■ DATA PROVIDED:
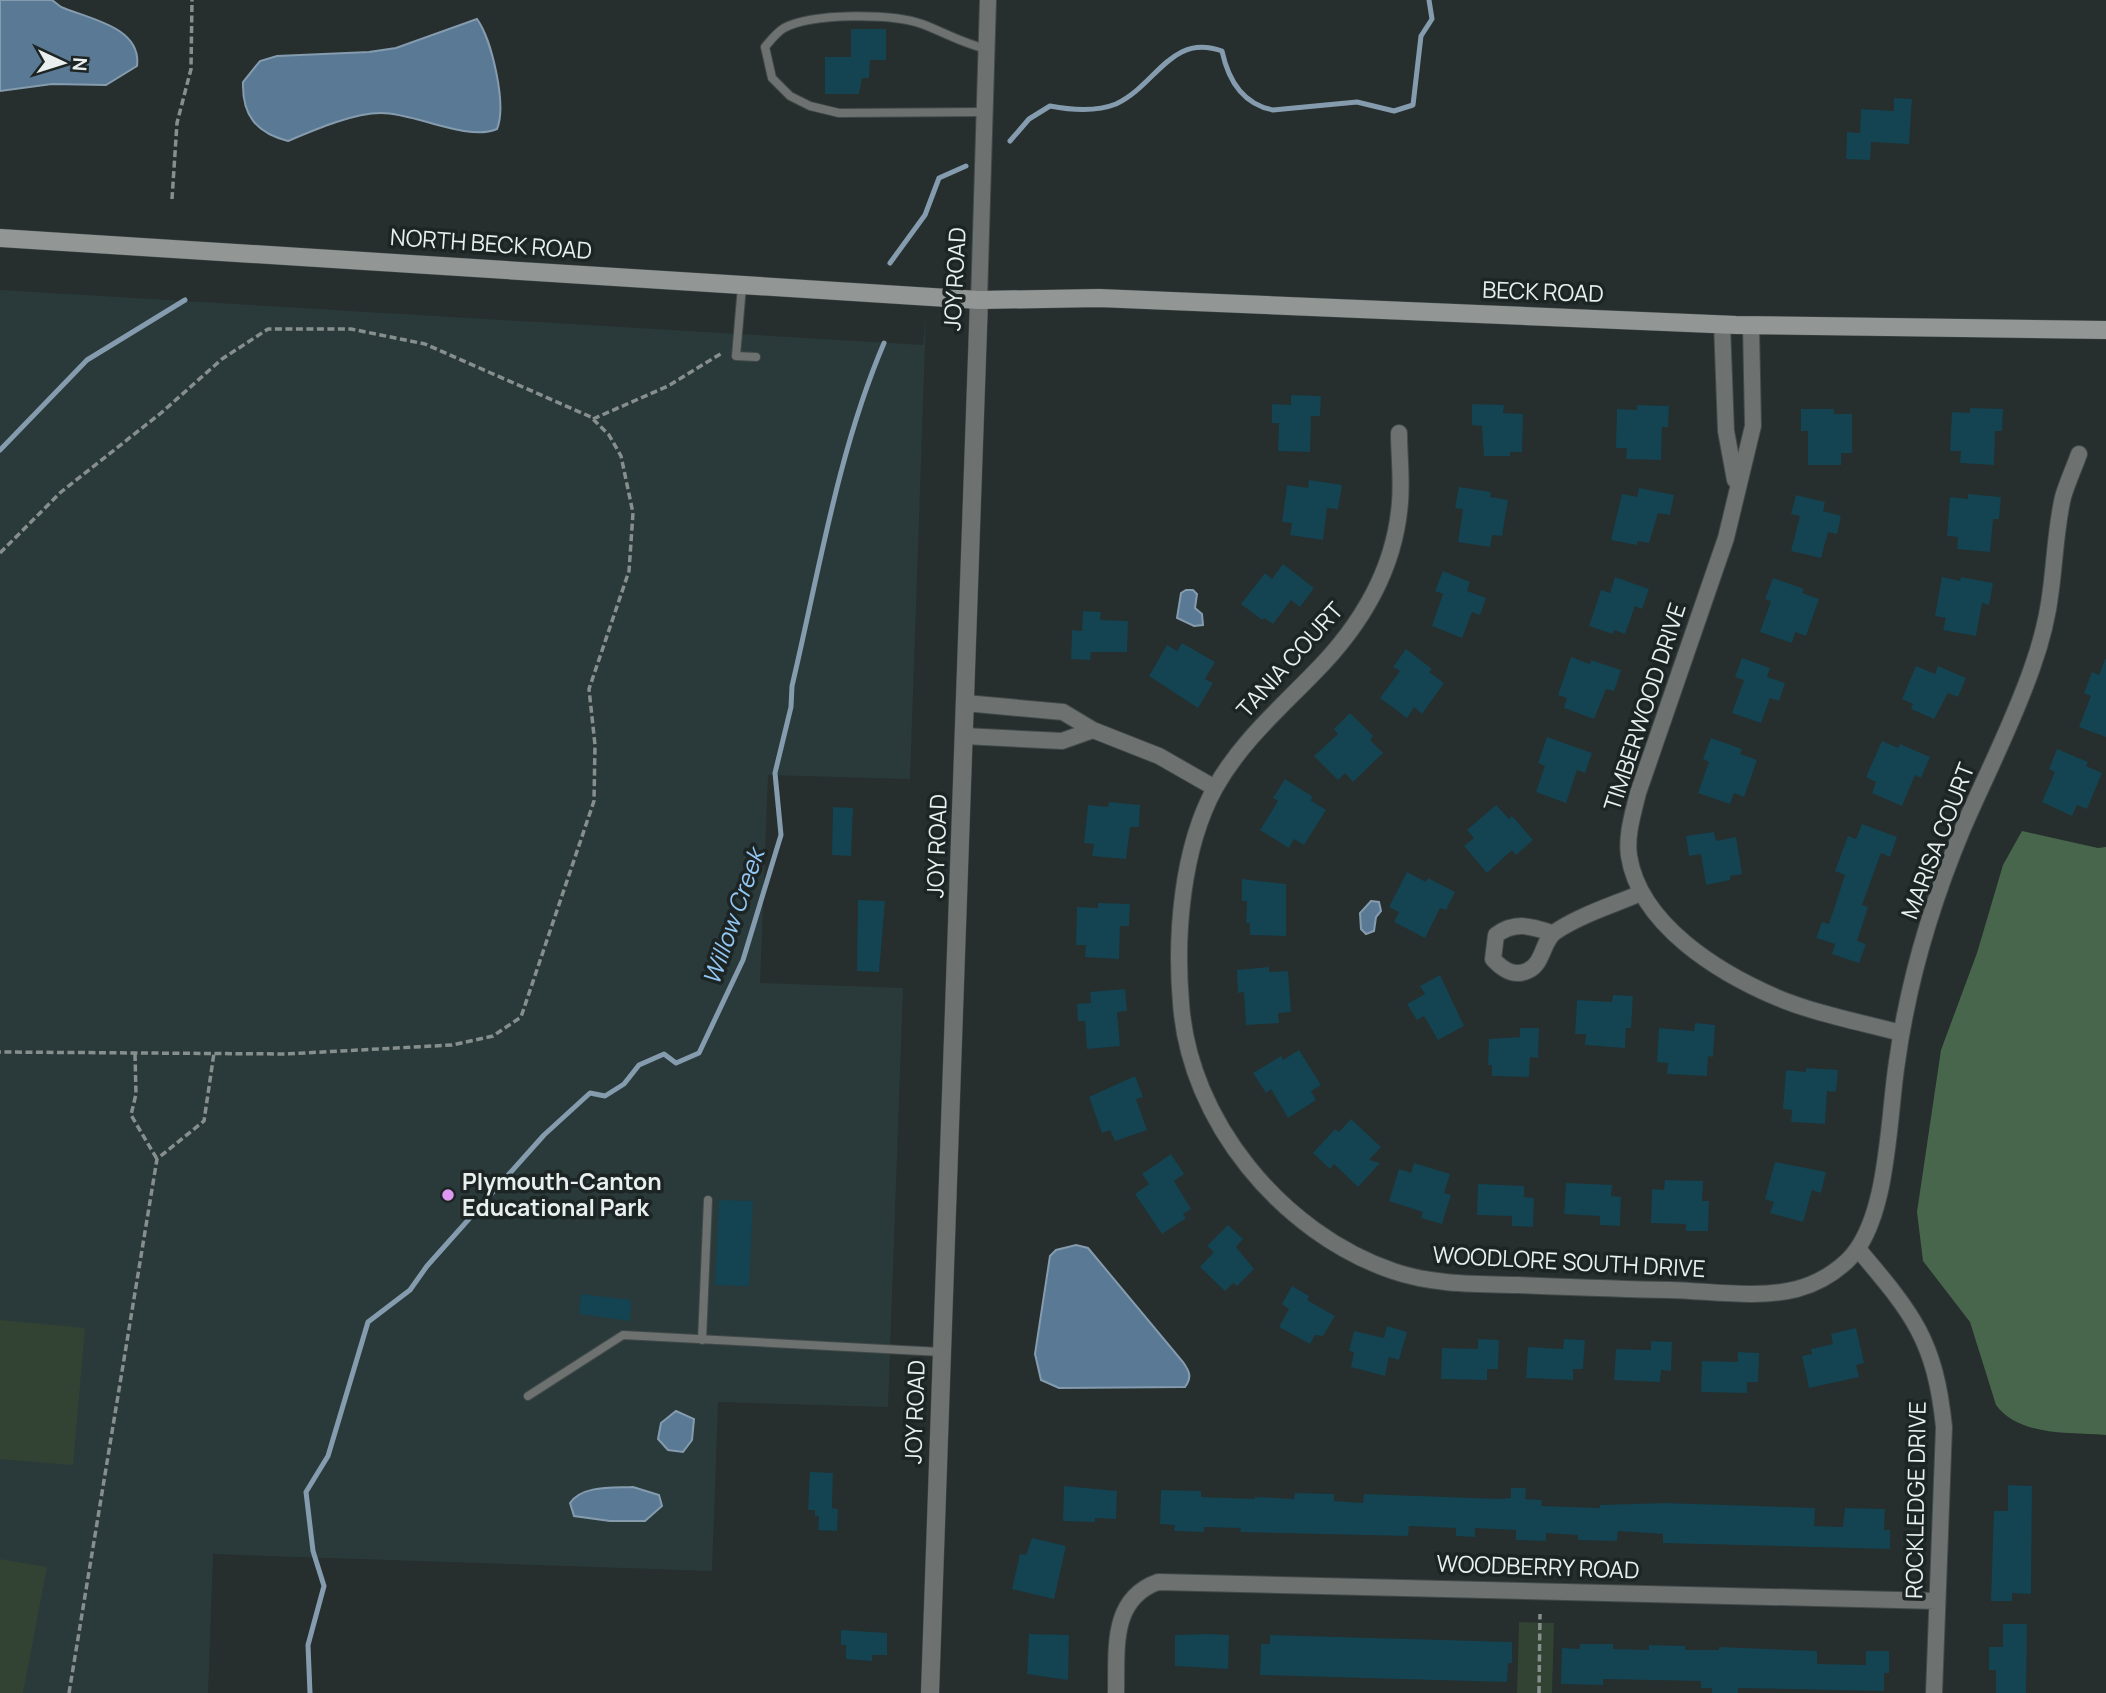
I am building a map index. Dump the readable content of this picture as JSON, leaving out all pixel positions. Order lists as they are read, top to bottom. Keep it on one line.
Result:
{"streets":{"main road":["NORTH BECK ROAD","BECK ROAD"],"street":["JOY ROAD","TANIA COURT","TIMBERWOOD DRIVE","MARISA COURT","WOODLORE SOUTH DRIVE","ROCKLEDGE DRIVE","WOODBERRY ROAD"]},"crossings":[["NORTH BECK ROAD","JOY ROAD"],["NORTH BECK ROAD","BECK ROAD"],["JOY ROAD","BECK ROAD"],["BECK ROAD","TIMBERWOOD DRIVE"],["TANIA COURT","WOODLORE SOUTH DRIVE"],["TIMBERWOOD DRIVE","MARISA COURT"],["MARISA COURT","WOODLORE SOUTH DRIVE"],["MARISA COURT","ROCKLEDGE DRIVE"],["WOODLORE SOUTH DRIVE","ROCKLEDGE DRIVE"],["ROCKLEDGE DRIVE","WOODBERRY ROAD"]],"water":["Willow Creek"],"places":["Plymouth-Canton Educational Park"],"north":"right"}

...

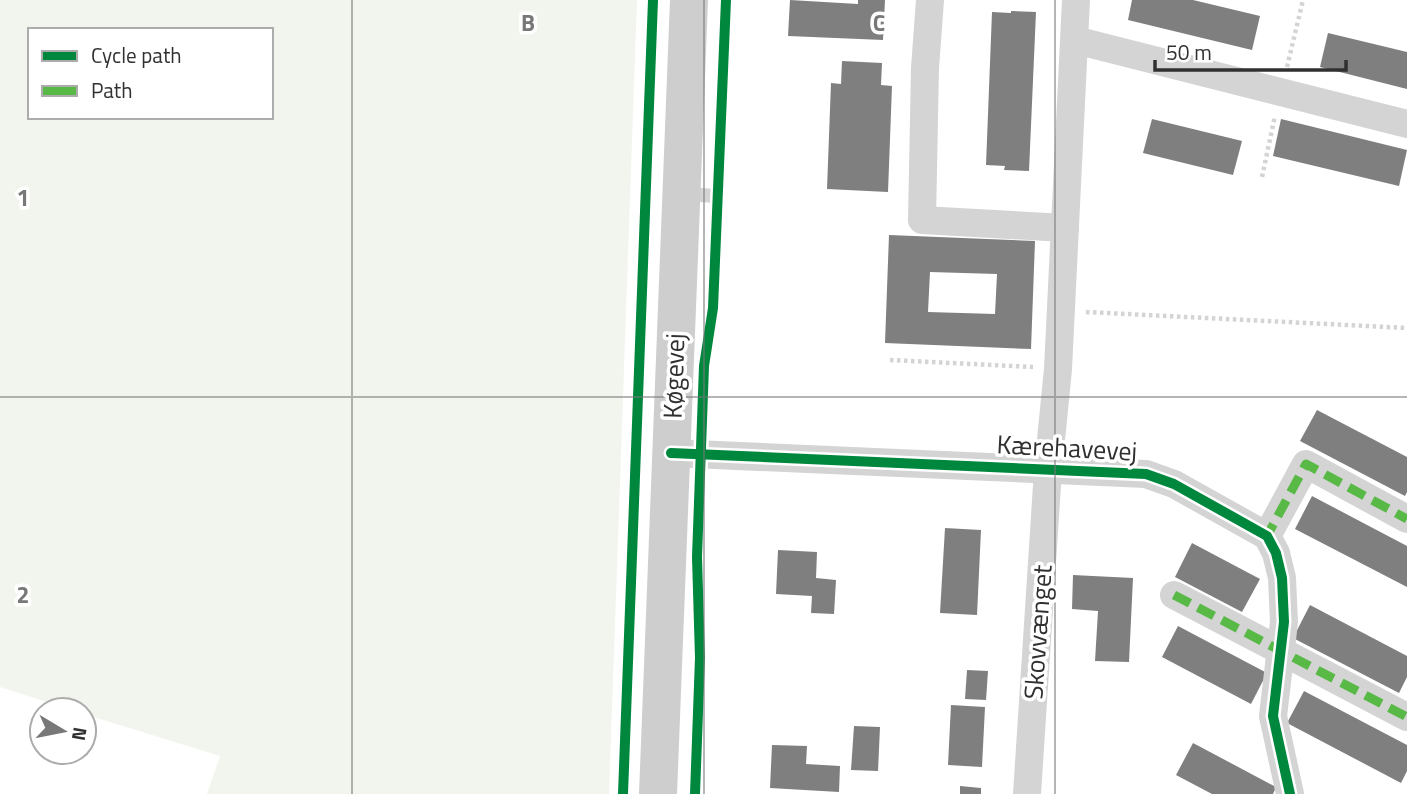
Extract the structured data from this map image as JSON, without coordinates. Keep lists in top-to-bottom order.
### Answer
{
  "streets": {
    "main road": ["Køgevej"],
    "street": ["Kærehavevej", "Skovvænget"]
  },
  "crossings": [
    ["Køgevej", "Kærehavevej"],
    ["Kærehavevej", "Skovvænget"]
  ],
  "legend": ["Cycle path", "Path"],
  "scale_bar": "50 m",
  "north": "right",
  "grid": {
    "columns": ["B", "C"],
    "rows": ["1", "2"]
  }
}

■ WORK TASK: Among the records above, find each line containing the string "lists" and copy it.

■ OUTPUT BELOW:
I am building a map index. Dump the readable content of this picture as JSON, leaving out all pixel positions. Order lists as they are read, top to bottom. Keep it on one line.
Extract the structured data from this map image as JSON, without coordinates. Keep lists in top-to-bottom order.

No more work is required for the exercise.